The reply was not under oath as required by Rule 169, but there are circumstances in the record indicating that plaintiff may have waived this defect. However, since, as hereinafter shown, the plaintiff was entitled to recover under the undisputed facts, independently of any implied admissions, we shall not discuss the question of waiver.
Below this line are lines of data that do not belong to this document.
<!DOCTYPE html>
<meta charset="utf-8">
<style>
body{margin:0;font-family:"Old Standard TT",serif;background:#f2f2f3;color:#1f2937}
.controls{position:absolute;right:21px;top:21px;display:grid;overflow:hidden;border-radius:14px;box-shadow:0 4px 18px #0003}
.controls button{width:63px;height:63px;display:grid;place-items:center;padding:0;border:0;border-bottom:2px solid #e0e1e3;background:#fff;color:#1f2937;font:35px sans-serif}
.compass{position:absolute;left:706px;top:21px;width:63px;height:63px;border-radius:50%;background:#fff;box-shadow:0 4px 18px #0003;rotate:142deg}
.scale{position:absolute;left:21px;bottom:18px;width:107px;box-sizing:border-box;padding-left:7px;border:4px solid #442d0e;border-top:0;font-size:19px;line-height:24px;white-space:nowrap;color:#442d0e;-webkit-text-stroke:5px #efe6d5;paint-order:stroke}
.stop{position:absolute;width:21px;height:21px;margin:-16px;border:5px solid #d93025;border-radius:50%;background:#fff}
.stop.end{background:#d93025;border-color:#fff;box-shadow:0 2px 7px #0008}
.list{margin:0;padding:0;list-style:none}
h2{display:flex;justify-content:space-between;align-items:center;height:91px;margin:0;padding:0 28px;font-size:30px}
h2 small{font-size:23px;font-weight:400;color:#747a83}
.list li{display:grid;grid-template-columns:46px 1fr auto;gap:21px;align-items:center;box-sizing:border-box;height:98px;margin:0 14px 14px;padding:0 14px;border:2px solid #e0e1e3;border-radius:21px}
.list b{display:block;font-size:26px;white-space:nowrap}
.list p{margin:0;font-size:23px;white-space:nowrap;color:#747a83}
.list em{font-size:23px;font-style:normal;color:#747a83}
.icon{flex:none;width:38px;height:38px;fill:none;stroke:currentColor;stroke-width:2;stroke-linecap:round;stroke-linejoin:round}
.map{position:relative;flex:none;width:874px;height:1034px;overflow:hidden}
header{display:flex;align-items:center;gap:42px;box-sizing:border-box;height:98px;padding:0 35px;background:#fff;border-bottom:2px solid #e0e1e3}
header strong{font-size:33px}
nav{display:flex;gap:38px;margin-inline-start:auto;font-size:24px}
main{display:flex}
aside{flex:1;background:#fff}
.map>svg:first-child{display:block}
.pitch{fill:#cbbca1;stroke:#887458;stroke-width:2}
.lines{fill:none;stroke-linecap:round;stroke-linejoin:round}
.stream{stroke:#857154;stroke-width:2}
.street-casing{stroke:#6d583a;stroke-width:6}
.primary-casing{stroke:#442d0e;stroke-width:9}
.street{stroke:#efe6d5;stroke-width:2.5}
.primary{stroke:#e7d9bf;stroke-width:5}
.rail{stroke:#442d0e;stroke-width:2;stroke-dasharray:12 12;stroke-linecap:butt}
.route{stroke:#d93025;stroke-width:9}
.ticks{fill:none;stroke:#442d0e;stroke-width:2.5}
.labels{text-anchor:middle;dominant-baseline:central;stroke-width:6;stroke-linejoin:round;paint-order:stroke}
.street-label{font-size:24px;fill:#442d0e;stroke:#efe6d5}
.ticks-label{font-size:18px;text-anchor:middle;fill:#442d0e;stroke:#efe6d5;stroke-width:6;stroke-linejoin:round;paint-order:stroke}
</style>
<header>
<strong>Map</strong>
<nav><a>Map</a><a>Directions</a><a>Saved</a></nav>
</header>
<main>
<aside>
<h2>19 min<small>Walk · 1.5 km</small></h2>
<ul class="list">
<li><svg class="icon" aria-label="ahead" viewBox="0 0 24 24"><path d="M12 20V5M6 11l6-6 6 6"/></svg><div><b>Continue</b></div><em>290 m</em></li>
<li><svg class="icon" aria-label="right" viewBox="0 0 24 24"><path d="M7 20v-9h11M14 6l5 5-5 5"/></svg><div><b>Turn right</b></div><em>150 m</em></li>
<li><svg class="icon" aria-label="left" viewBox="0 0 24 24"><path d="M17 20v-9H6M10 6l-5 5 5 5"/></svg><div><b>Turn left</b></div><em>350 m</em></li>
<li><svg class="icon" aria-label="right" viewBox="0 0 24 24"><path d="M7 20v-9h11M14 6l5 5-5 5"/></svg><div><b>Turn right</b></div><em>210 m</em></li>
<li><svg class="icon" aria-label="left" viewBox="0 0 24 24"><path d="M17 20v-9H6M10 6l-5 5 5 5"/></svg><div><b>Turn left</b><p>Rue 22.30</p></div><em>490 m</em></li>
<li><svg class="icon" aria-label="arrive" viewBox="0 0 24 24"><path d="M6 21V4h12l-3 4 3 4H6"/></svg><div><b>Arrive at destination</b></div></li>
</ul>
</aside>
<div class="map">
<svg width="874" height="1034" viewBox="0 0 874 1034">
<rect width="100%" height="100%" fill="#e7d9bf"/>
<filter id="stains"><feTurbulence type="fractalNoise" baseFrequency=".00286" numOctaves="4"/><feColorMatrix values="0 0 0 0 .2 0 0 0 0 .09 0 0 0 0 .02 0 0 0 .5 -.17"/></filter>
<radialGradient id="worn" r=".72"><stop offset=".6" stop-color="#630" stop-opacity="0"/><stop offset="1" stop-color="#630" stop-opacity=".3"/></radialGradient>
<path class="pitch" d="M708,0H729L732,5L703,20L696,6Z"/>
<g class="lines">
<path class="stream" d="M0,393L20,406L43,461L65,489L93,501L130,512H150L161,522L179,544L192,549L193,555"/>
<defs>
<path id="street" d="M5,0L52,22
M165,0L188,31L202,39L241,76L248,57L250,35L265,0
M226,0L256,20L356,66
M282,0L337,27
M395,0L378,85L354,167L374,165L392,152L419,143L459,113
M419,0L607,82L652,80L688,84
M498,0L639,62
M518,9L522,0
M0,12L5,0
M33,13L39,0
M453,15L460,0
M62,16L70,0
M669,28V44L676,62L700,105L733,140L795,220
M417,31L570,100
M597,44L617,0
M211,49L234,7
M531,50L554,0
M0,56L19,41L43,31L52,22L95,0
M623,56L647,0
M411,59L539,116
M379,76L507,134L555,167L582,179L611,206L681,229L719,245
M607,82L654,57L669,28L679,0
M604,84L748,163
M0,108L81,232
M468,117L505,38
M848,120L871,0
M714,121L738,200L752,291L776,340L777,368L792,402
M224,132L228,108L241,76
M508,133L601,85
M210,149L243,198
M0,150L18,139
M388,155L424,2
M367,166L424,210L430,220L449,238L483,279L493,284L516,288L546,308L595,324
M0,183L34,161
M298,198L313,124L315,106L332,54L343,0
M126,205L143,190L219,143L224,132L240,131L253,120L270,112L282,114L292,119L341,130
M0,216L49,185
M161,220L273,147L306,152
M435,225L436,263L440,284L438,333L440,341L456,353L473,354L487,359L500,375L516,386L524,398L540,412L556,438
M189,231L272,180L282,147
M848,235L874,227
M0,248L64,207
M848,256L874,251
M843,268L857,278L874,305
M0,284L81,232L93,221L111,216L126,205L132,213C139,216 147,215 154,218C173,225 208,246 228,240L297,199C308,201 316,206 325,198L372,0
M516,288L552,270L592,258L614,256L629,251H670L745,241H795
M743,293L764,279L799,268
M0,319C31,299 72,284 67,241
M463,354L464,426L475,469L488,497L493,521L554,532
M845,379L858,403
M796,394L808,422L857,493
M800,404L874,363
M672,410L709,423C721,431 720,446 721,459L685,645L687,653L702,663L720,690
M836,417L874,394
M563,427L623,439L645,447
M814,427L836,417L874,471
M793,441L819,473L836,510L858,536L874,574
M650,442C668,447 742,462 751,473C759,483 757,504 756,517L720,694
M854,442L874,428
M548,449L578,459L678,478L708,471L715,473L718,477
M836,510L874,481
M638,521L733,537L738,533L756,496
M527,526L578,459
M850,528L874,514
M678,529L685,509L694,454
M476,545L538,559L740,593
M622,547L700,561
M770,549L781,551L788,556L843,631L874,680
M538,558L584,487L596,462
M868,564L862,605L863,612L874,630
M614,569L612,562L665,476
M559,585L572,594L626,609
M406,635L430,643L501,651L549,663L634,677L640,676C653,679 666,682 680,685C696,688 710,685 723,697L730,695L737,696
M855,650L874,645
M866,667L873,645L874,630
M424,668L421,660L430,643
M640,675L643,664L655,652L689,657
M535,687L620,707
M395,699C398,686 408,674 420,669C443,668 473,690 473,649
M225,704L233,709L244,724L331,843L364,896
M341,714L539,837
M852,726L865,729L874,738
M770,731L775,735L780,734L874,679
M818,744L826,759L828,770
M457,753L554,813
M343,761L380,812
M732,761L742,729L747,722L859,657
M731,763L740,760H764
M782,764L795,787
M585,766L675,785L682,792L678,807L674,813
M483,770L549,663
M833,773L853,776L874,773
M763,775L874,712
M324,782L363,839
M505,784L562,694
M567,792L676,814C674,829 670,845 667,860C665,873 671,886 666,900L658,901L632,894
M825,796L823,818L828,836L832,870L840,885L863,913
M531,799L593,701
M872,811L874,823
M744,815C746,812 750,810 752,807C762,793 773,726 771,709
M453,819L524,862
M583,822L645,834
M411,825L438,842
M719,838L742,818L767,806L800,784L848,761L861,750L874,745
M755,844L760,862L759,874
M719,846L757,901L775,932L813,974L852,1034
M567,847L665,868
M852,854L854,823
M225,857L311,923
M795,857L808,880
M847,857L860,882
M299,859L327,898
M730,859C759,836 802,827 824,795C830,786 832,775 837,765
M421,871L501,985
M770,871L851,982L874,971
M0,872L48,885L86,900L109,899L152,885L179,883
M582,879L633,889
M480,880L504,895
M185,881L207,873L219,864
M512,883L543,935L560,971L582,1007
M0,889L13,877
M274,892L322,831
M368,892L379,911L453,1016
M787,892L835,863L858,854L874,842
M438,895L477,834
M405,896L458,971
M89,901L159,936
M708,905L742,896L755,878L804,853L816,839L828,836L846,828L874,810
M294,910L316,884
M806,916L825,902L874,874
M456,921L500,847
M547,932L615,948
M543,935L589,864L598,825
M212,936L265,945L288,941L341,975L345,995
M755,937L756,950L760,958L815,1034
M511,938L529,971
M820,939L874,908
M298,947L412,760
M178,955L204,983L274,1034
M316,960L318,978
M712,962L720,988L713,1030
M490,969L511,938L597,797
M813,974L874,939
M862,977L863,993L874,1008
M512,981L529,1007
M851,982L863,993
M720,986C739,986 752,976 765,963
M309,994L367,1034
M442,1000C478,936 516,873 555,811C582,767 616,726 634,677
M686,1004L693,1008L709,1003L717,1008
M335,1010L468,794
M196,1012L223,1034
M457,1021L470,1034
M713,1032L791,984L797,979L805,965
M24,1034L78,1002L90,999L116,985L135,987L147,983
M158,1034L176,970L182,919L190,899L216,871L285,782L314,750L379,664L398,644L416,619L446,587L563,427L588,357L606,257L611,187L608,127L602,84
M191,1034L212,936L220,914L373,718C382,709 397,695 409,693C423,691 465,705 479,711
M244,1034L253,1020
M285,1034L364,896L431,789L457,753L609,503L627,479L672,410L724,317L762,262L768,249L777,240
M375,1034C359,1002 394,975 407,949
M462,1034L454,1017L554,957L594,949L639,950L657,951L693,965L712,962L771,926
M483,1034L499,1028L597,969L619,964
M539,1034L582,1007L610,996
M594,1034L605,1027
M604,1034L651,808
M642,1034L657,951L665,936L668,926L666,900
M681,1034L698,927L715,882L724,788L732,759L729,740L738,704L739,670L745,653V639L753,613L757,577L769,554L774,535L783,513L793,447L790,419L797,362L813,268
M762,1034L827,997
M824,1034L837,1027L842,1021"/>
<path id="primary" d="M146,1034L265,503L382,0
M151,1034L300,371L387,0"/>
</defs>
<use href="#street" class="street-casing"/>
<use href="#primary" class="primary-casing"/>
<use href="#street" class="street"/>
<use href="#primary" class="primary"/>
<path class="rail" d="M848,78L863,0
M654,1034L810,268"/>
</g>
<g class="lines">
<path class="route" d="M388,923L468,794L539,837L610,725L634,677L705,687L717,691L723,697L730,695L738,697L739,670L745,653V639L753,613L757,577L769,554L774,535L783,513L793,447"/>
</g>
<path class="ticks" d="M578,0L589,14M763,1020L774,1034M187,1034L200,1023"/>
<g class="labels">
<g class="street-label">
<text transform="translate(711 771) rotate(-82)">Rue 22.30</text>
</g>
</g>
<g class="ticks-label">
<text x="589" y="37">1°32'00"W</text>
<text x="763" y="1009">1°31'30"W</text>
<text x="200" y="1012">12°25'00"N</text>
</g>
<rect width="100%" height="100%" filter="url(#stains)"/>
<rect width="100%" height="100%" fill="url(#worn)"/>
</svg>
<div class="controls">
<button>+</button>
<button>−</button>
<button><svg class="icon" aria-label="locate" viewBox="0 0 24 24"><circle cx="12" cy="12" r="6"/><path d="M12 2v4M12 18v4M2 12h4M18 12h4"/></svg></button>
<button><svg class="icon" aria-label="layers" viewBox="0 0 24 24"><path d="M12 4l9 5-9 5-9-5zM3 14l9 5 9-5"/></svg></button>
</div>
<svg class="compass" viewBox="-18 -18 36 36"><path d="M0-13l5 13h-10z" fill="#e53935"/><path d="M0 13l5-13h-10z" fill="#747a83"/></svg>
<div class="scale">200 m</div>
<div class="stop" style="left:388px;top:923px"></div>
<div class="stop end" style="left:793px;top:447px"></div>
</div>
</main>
On the merits of the case, the findings of fact made by the trial court, supported by the undisputed evidence, show that on July 21, 1943, O. D. Odom, who owned the motor vehicle, sold and delivered it to Bill Croan and at the same time indorsed and delivered to him the certificate of title that had been issued to Odom by the State Highway Department under the provisions of the automobile "Certificate of Title Act." See Vernon's Penal Code, Art. 1436—1. The indorsement made by Odom on the back of the certificate of title was as follows:

                "FOR VALUE RECEIVED I (WE) HEREBY SELL AND ASSIGN TO
                _________________        ____________      __________       _________
                Name of Purchaser          Address           City             State
                the motor vehicle described on the reverse side of this certificate and I
                (we) hereby warrant the title of the said vehicle to be free of all liens
                and encumbrances except as noted on the face of the title
                                        Signature       O. D. Odom              Seller
                Notary Seal
                Before me this day personally appeared O. D. Odom who by me being
                duly sworn upon oath says that the statements set forth above are true
                and correct
                Subscribed and sworn to before me this 21 day of July, 1943. Justin
                Holmes, Notary Public, Howard County, Texas."
                

Croan was a dealer in used motor vehicles, and at his request the name of the purchaser was left blank in the assignment so that Croan could insert the name of a subsequent purchaser when he sold the vehicle. Croan put the vehicle on his sales lot at Big Spring, and the certificate of title in his safe. On August 18th, Clyde Linney, a laborer in Croan's employment, stole the vehicle and the certificate of title from Croan, and took them to Hunt County. On September 30th, Linney, for a valuable consideration, sold the vehicle to C. W. McKinney. F. L. Young advanced a part of the money to enable McKinney to buy the vehicle, and took a lien thereon from McKinney. At the time Linney delivered the certificate of title to McKinney he caused the words "C. W. McKinney, Greenville, Texas," to be written in the blank as the purchaser in the assignment that had theretofore been executed by Odom on July 21st. This was done in the presence of McKinney and Young. Neither McKinney nor Young knew that the vehicle had been stolen.